The Sanderson Centre for the Performing Arts is a heritage theatre and concert hall located in the heart of downtown Brantford, Ontario. The Sanderson Centre seats 1,125 people and is a home for local performing arts organizations like the Brantford Symphony Orchestra and provides a venue for school and community events, recitals and amateur dance competitions. The Sanderson Centre also offers a season of professional entertainment and arts programming.

The building was opened on December 22, 1919, as the Temple Theatre, a vaudeville and silent movie house. The theatre was designed and built by Scottish architect Thomas W. Lamb at a cost of $350,000. By the late 1920s, feature film presentations had eclipsed vaudeville as the entertainment rage and live entertainment at the Temple Theatre was swept away with the popular tide.
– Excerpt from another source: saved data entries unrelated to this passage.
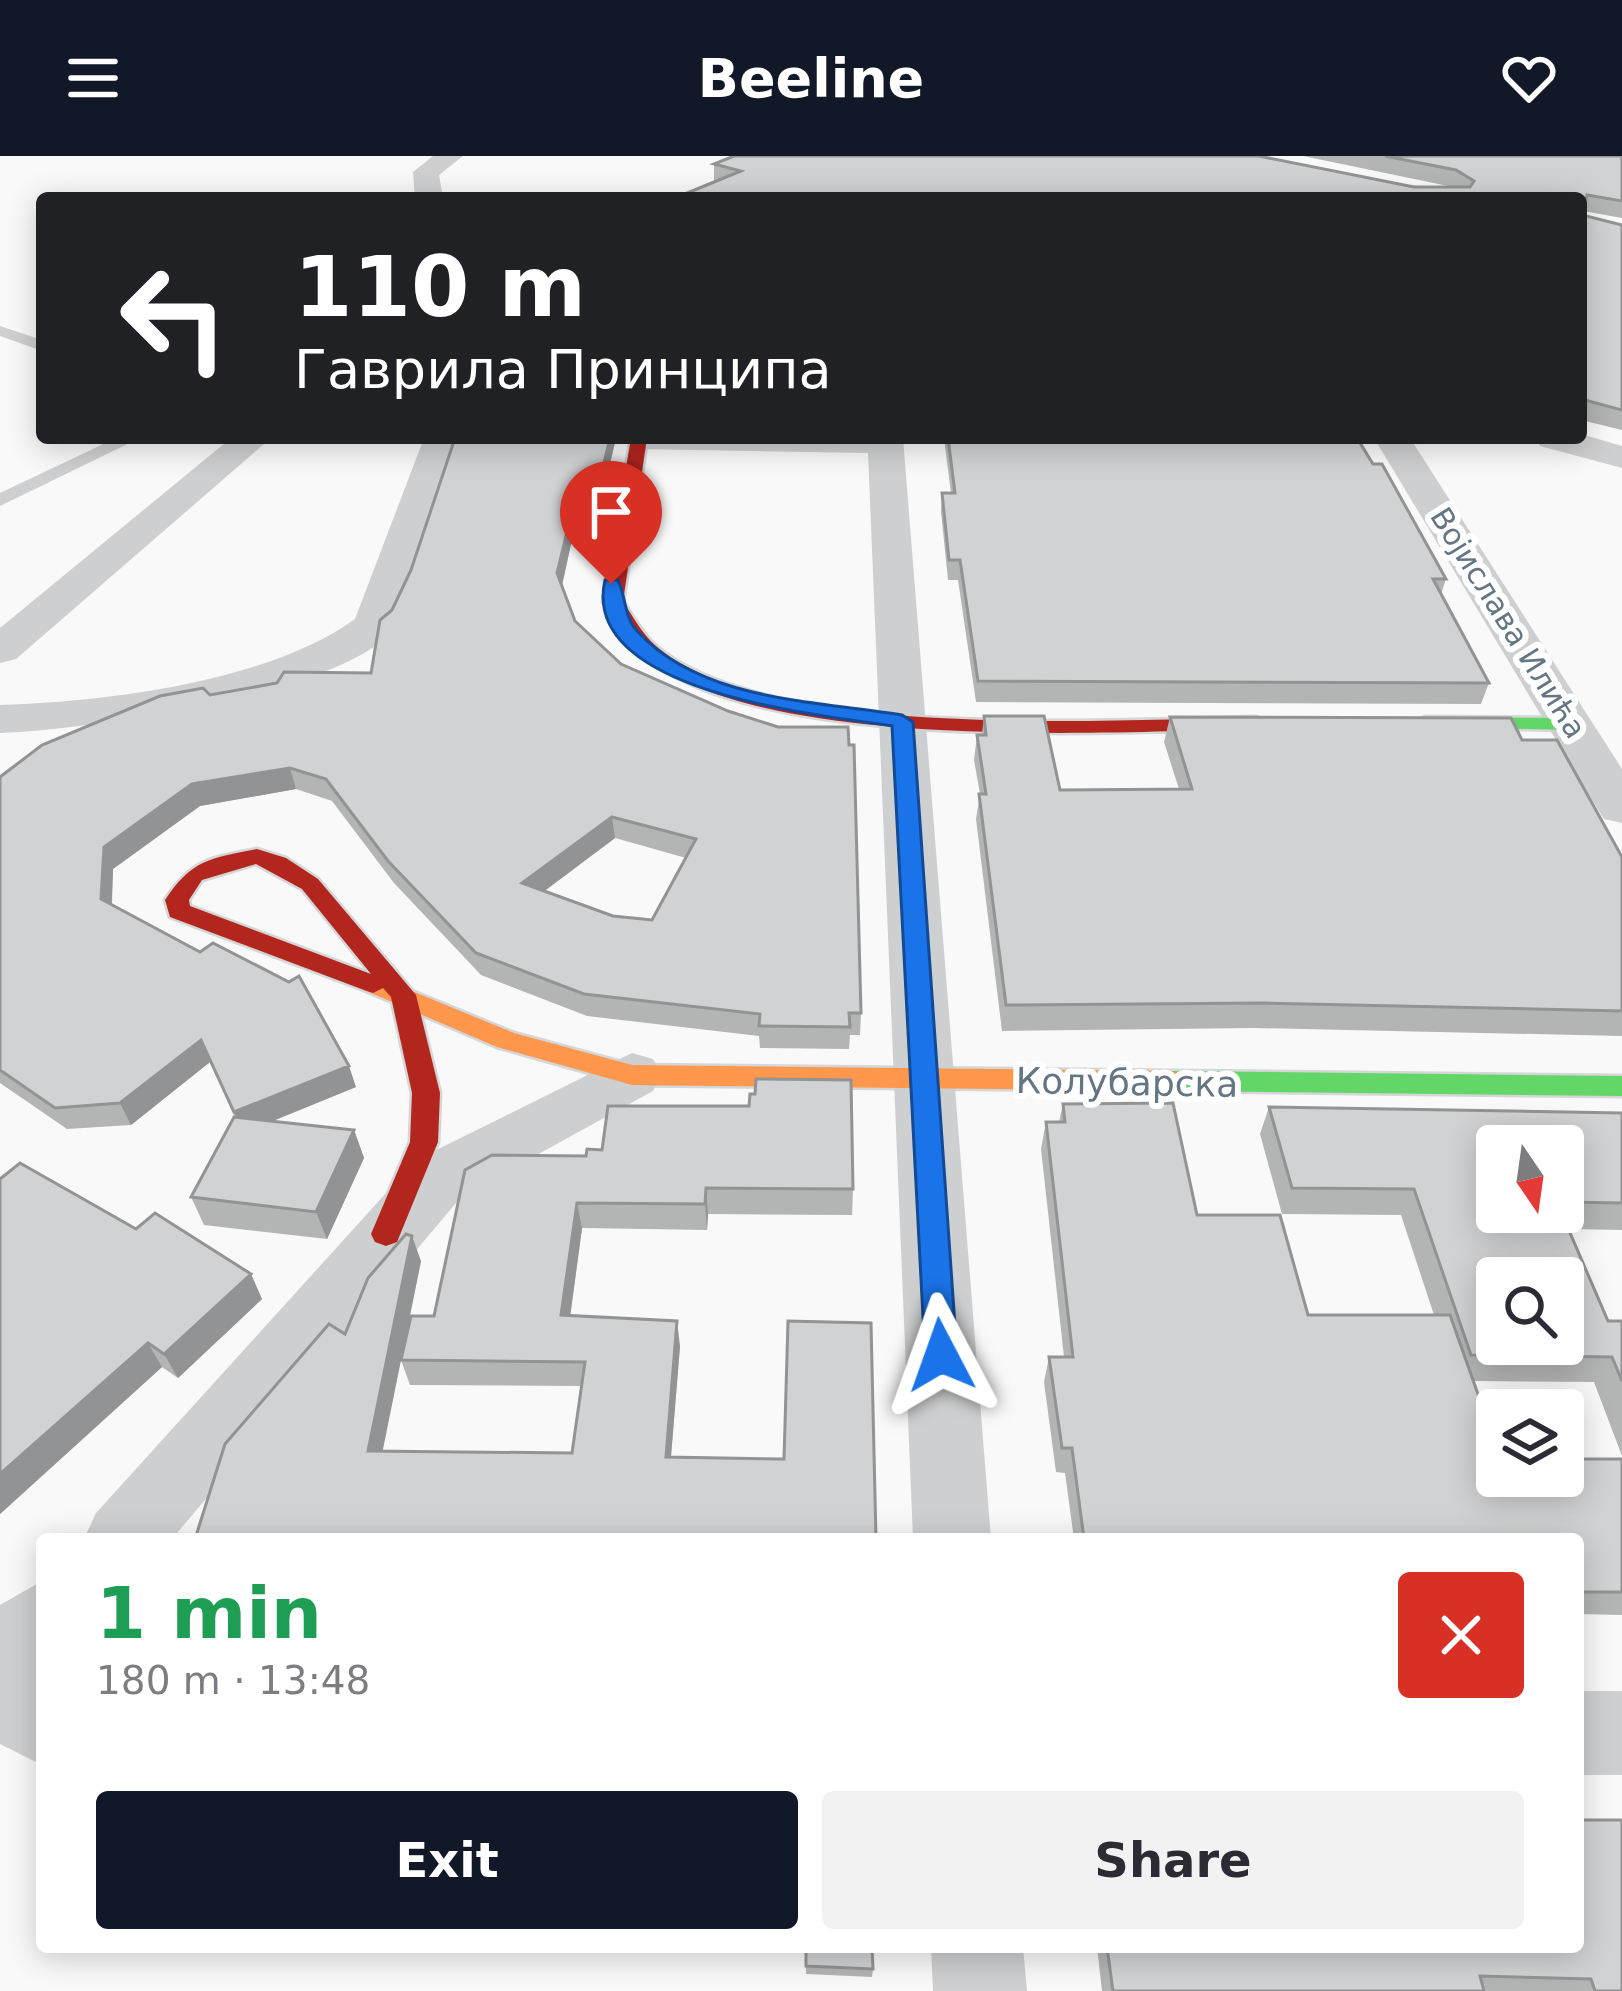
<!DOCTYPE html>
<meta charset="utf-8">
<style>
body{margin:0;font-family:"DejaVu Sans",sans-serif;background:#f2f2f3;color:#2b2b33;height:100vh;display:flex;flex-direction:column;font-size:45px;white-space:nowrap}
*{box-sizing:border-box;margin:0}
p{font-size:39px;color:#7c7c81}
.icon{flex:none;width:66px;height:66px;fill:none;stroke:currentColor;stroke-width:2;stroke-linecap:round;stroke-linejoin:round}
.map{position:relative;flex:1;overflow:hidden}
.drawer{position:absolute;left:36px;top:1377px;width:1548px;height:420px;display:flex;flex-direction:column;background:#fff;border-radius:12px;box-shadow:0 6px 30px #0003}
.drawer>*{flex:none}
.hud{position:absolute;left:36px;top:36px;width:1551px;height:252px;border-radius:12px;box-shadow:0 6px 30px #0003;background:#202124;color:#fff;overflow:hidden}
.needle{width:78px;rotate:167deg}
.buttons{position:absolute;left:1476px;top:969px;display:grid;gap:24px}
.buttons a{display:grid;place-items:center;width:108px;height:108px;border-radius:12px;background:#fff;box-shadow:0 6px 30px #0003;font-size:60px}
.pin{position:absolute;display:grid;place-items:center;width:102px;height:102px;color:#fff;margin:-123px -51px;border-radius:50% 50% 50% 0;rotate:-45deg;box-shadow:0 0 12px #0007}
.pin .icon{rotate:45deg}
.me{position:absolute;width:132px;margin:-66px;rotate:356deg;stroke-linejoin:round;filter:drop-shadow(0 0 9px #0008)}
.turn{display:flex;align-items:center;gap:42px;height:252px;padding:0 60px;font-size:54px}
.turn .icon{width:156px;height:156px;stroke-width:2.5}
.turn b{display:block;font-size:84px;line-height:102px}
.round{display:grid;place-items:center;flex:none;width:126px;height:126px;border-radius:12px;background:#f2f2f3}
.head{display:flex;align-items:center;justify-content:space-between;height:204px;padding:0 60px}
h1{font-size:72px;font-weight:800;line-height:90px;color:#1e9e55}
.action{display:flex;gap:24px;margin-top:auto;padding:24px 60px}
.action a{flex:1;height:138px;border-radius:12px;background:#111827;color:#fff;font-size:48px;font-weight:800;line-height:138px;text-align:center}
.action a+a{background:#f2f2f3;color:#2b2b33}
header{display:flex;justify-content:space-between;align-items:center;height:156px;padding:0 60px;background:#111827;color:#fff;font-size:54px;font-weight:800}
.map>svg:first-child{display:block}
.lines{fill:none;stroke-linecap:round;stroke-linejoin:round}
.fast-casing{stroke:#d5d6d7;stroke-width:5}
.slow-casing{stroke:#d5d6d7;stroke-width:5}
.jam-casing{stroke:#d5d6d7;stroke-width:5}
.lane{fill:#cecfd0;fill-rule:evenodd}
.street{fill:#cecfd0;fill-rule:evenodd}
.fast{fill:#63d668;fill-rule:evenodd}
.slow{fill:#ff974d;fill-rule:evenodd}
.jam{fill:#b3261e;fill-rule:evenodd}
.wall{fill:#b3b5b5;fill-rule:evenodd}
.shaded-wall{fill:#929394}
.building{fill:#d0d2d3;stroke:#929394;stroke-width:3;fill-rule:evenodd}
.route{fill:#1a73e8;stroke:#114b97;stroke-width:3}
.labels{text-anchor:middle;stroke-width:12;stroke-linejoin:round;paint-order:stroke}
.far-street-label{font-size:30px;fill:#657683;stroke:#fff}
.street-label{font-size:36px;fill:#657683;stroke:#fff}
</style>
<header><svg class="icon" aria-label="menu" viewBox="0 0 24 24"><path d="M4 6h16M4 12h16M4 18h16"/></svg>Beeline<svg class="icon" aria-label="heart" viewBox="0 0 24 24"><path d="M12 20l-8-8c-3-5 5-10 8-4 3-6 11-1 8 4z"/></svg></header>
<div class="map">
<svg width="1622" height="1835" viewBox="0 0 1622 1835">
<rect width="100%" height="100%" fill="#f9f9f9"/>
<g class="lines">
<defs>
<g id="fast">
<path d="M 1425,561 L 1572,562 L 1583,568 L 1572,574 L 1418,571 L 1414,567 Z"/>
<path d="M 1173,915 L 1622,920 L 1622,940 L 1173,935 L 1159,925 Z"/>
</g>
<path id="slow" d="M 373,819 L 514,877 L 632,909 L 1173,915 L 1187,925 L 1173,935 L 632,929 L 497,891 L 364,834 L 360,828 L 364,822 Z"/>
<g id="jam">
<path d="M 631,282 L 647,282 L 623,446 C 633,460 642,478 656,490 C 766,585 1111,564 1256,561 L 1267,567 L 1256,573 C 1108,576 755,597 642,498 C 626,484 615,463 603,446 Z"/>
<path d="M 257,693 L 286,702 L 318,723 L 416,839 L 440,937 L 438,986 L 397,1086 L 386,1090 L 375,1086 L 371,1078 L 410,986 L 412,937 L 391,841 L 383,832 L 373,837 L 364,834 L 170,761 L 165,744 C 192,703 211,702 257,693 ZM 256,708 L 302,733 L 371,818 L 190,750 L 189,744 L 202,724 Z"/>
</g>
</defs>
<use href="#fast" class="fast-casing"/>
<use href="#slow" class="slow-casing"/>
<use href="#jam" class="jam-casing"/>
<g class="lane">
<path d="M 0,170 L 42,184 L 42,195 L 0,180 Z"/>
<path d="M 116,282 L 140,282 L 0,350 L 0,337 Z"/>
</g>
<g class="street">
<path d="M 433,0 L 463,0 L 439,19 L 443,42 L 415,42 L 413,16 Z"/>
<path d="M 1581,278 L 1622,290 L 1622,312 L 1540,290 L 1535,282 Z"/>
<path d="M 231,282 L 271,282 L 16,503 L 0,507 L 0,472 Z"/>
<path d="M 424,282 L 460,282 C 443,330 418,434 393,472 C 352,537 77,575 0,577 L 0,549 C 106,546 268,526 355,463 Z"/>
<path d="M 621,282 L 903,282 L 991,1383 L 913,1383 L 868,297 L 639,293 Z"/>
<path d="M 1374,282 L 1410,282 L 1622,613 L 1622,667 L 1604,663 L 1597,652 Z"/>
<path d="M 632,897 L 653,903 L 662,919 L 653,935 L 462,1040 L 172,1383 L 84,1383 L 96,1357 L 416,1004 Z"/>
<path d="M 42,1425 L 42,1609 L 0,1588 L 0,1449 Z"/>
<rect x="1578" y="1535" width="44" height="84"/>
<path d="M 931,1791 L 1023,1791 L 1027,1835 L 933,1835 Z"/>
</g>
<use href="#fast" class="fast"/>
<use href="#slow" class="slow"/>
<use href="#jam" class="jam"/>
</g>
<g class="wall">
<path d="M 1303,0 L 1622,0 L 1622,62 L 1583,55 L 1582,59 L 1622,69 L 1622,274 L 1581,264 L 1581,42 L 717,25 L 714,24 L 714,8 L 1453,31 Z"/>
<path d="M 455,282 L 616,282 L 591,388 L 571,388 L 562,430 L 575,465 L 861,857 L 860,879 L 850,879 L 849,893 L 760,892 L 759,880 L 587,860 L 481,819 L 394,727 L 332,645 L 296,633 L 200,650 L 113,713 L 112,748 L 356,931 L 273,965 L 354,974 L 364,1002 L 327,1083 L 204,1069 L 191,1041 L 235,961 L 210,906 L 131,969 L 67,973 L 0,927 L 0,621 L 210,539 L 371,517 L 392,454 L 411,414 ZM 615,682 L 686,702 L 652,764 L 613,760 L 544,735 Z"/>
<path d="M 944,282 L 1357,282 L 1446,423 L 1441,438 L 1489,527 L 1481,548 L 976,546 L 958,424 L 948,424 L 941,356 L 942,337 L 951,337 Z"/>
<path d="M 984,560 L 1060,634 L 1179,633 L 1164,586 L 1170,561 L 1522,584 L 1622,701 L 1622,880 L 1254,872 L 1002,875 L 976,663 L 980,638 L 974,604 L 977,579 L 982,579 Z"/>
<path d="M 1063,948 L 1197,1059 L 1308,1159 L 1434,1159 L 1401,1059 L 1282,1058 L 1260,978 L 1269,951 L 1622,957 L 1622,1074 L 1568,1073 L 1608,1165 L 1622,1165 L 1622,1300 L 1594,1226 L 1473,1225 L 1497,1320 L 1622,1303 L 1622,1459 L 1578,1458 L 1578,1383 L 1074,1383 L 1065,1317 L 1056,1316 L 1044,1226 L 1049,1201 L 1064,1201 L 1041,993 L 1046,966 L 1059,966 ZM 1563,990 L 1563,1056 L 1497,1056 Z"/>
<path d="M 465,1014 L 853,1033 L 852,1059 L 708,1058 L 707,1074 L 582,1072 L 570,1160 L 680,1190 L 671,1301 L 876,1383 L 195,1383 L 345,1178 L 421,1105 L 382,1295 L 572,1297 L 581,1230 L 410,1229 L 401,1204 L 434,1160 Z"/>
<path d="M 0,1023 L 262,1143 L 178,1222 L 162,1211 L 0,1358 Z"/>
<path d="M 806,1791 L 873,1813 L 872,1821 L 806,1818 Z"/>
<path d="M 1097,1791 L 1578,1791 L 1622,1835 L 1102,1835 Z"/>
</g>
<g class="shaded-wall">
<path d="M 610,282 L 616,282 L 591,388 L 589,368 Z"/>
<path d="M 569,368 L 571,388 L 560,438 L 557,417 Z"/>
<path d="M 290,612 L 296,633 L 200,650 L 113,713 L 111,764 L 101,743 L 104,691 L 192,628 Z"/>
<path d="M 612,661 L 615,682 L 526,749 L 522,727 Z"/>
<path d="M 201,884 L 210,906 L 131,969 L 120,947 Z"/>
<path d="M 349,910 L 356,931 L 243,977 L 234,956 Z"/>
<path d="M 354,974 L 364,1002 L 327,1083 L 316,1056 Z"/>
<path d="M 706,1032 L 708,1058 L 707,1074 L 705,1048 Z"/>
<path d="M 577,1047 L 582,1072 L 567,1184 L 561,1159 Z"/>
<path d="M 412,1080 L 421,1105 L 378,1318 L 368,1295 Z"/>
<path d="M 251,1118 L 262,1143 L 178,1222 L 164,1198 Z"/>
<path d="M 677,1165 L 680,1190 L 669,1324 L 666,1301 Z"/>
<path d="M 148,1187 L 162,1211 L 0,1358 L 0,1318 Z"/>
</g>
<g class="building">
<path d="M 734,0 L 1259,0 L 1414,31 L 1470,31 L 1474,25 L 1456,14 L 1385,0 L 1622,0 L 1622,45 L 1587,39 L 1582,59 L 1622,69 L 1622,254 L 1581,243 L 1581,42 L 675,42 L 741,15 L 714,8 Z"/>
<path d="M 455,282 L 610,282 L 589,368 L 569,368 L 557,417 L 575,465 L 621,508 L 728,555 L 778,571 L 848,571 L 849,589 L 854,589 L 861,857 L 849,857 L 850,871 L 759,870 L 760,858 L 584,838 L 476,797 L 388,705 L 326,623 L 290,612 L 192,628 L 104,691 L 101,743 L 200,796 L 213,787 L 289,826 L 299,820 L 349,910 L 234,956 L 201,884 L 120,947 L 55,952 L 0,914 L 0,621 L 42,589 L 160,540 L 203,532 L 210,539 L 277,527 L 284,516 L 371,517 L 380,464 L 392,454 L 411,414 ZM 612,661 L 696,683 L 652,764 L 613,760 L 522,727 Z"/>
<path d="M 948,282 L 1357,282 L 1373,308 L 1382,308 L 1446,423 L 1433,423 L 1489,527 L 978,525 L 960,404 L 949,404 L 942,337 L 955,337 Z"/>
<path d="M 984,560 L 1044,560 L 1060,634 L 1192,633 L 1170,561 L 1511,562 L 1522,584 L 1557,584 L 1622,701 L 1622,855 L 1262,847 L 1006,849 L 979,638 L 986,638 L 977,579 L 986,579 Z"/>
<path d="M 756,923 L 851,924 L 853,1033 L 706,1032 L 705,1048 L 577,1047 L 561,1159 L 677,1165 L 666,1301 L 784,1303 L 788,1165 L 871,1167 L 876,1383 L 195,1383 L 225,1288 L 329,1168 L 345,1178 L 368,1122 L 406,1078 L 412,1080 L 368,1295 L 572,1297 L 585,1206 L 401,1204 L 411,1160 L 434,1160 L 465,1014 L 492,999 L 586,1000 L 587,993 L 602,994 L 608,950 L 749,950 L 750,938 L 755,938 Z"/>
<path d="M 1173,947 L 1197,1059 L 1280,1059 L 1308,1159 L 1450,1159 L 1497,1292 L 1497,1320 L 1563,1320 L 1563,1303 L 1622,1303 L 1622,1436 L 1578,1436 L 1578,1383 L 1084,1383 L 1072,1292 L 1062,1292 L 1049,1201 L 1073,1201 L 1046,966 L 1065,966 L 1063,948 Z"/>
<path d="M 1269,951 L 1622,957 L 1622,1047 L 1563,1046 L 1563,990 L 1497,990 L 1497,1056 L 1561,1056 L 1608,1165 L 1622,1165 L 1622,1225 L 1612,1201 L 1471,1199 L 1414,1033 L 1292,1032 ZM 1497,1122 L 1563,1122 L 1563,1188 L 1497,1188 Z"/>
<path d="M 234,961 L 354,974 L 316,1056 L 191,1041 Z"/>
<path d="M 20,1007 L 136,1073 L 155,1057 L 251,1118 L 164,1198 L 148,1187 L 0,1318 L 0,1023 Z"/>
<path d="M 1578,1664 L 1622,1664 L 1622,1835 L 1595,1835 L 1591,1823 L 1480,1820 L 1484,1835 L 1113,1835 L 1107,1791 L 1578,1791 Z"/>
<path d="M 806,1791 L 872,1791 L 873,1813 L 806,1810 Z"/>
</g>
<path class="route" d="M 605,424 L 618,424 C 626,441 624,462 638,476 C 702,545 816,545 902,559 L 913,566 L 957,1199 L 952,1209 L 930,1209 L 925,1199 L 892,570 C 822,559 579,537 605,424 Z"/>
<g class="labels">
<g class="far-street-label">
<text transform="translate(1508 467) rotate(58)" y="10">Војислава Илића</text>
</g>
<g class="street-label">
<text transform="translate(1127 926) rotate(1)" y="13">Колубарска</text>
</g>
</g>
</svg>
<div class="buttons">
<a><svg class="needle" viewBox="-14 -14 28 28"><path d="M0-13l5 13h-10z" fill="#e53935"/><path d="M0 13l5-13h-10z" fill="#7c7c81"/></svg></a>
<a><svg class="icon" aria-label="search" viewBox="0 0 24 24"><circle cx="10" cy="10" r="6"/><path d="M15 15l6 6"/></svg></a>
<a><svg class="icon" aria-label="layers" viewBox="0 0 24 24"><path d="M12 4l9 5-9 5-9-5zM3 14l9 5 9-5"/></svg></a>
</div>
<div class="pin" style="left:611px;top:428px;background:#d93025"><svg class="icon" aria-label="arrive" viewBox="0 0 24 24"><path d="M6 21V4h12l-3 4 3 4H6"/></svg></div>
<svg class="me" style="left:941px;top:1199px" viewBox="-20 -20 40 40"><path d="M0-17L14 15 0 8-14 15z" fill="#1a73e8" stroke="#fff" stroke-width="4"/></svg>
<div class="hud">
<div class="turn"><svg class="icon" aria-label="left" viewBox="0 0 24 24"><path d="M17 20v-9H6M10 6l-5 5 5 5"/></svg><div><b>110 m</b>Гаврила Принципа</div></div>
</div>
<section class="drawer">
<div class="head"><div><h1>1 min</h1><p>180 m · 13:48</p></div><a class="round" style="background:#d93025;color:#fff"><svg class="icon" aria-label="close" viewBox="0 0 24 24"><path d="M6 6l12 12M18 6L6 18"/></svg></a></div>
<div class="action"><a>Exit</a><a>Share</a></div>
</section>
</div>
In 1929, Famous Players purchased the Temple Theatre to operate as a cinema, eventually renaming it The Capitol in 1930.

In 1986, the City of Brantford purchased the theatre for $425,000, with the assistance of dedicated community volunteers who raised funds to revitalize the building. Over the next several years, the theatre was reborn with an authentically restored auditorium and improved services for guests and performers. The theatre was renamed the Sanderson Centre for the Performing Arts to recognize the Sanderson family's generous support for the project and ongoing philanthropic support in the community.

The Sanderson Centre is a recipient of the Prestigious “Theatre Preservation Award” presented by the League of Historic American Theatres.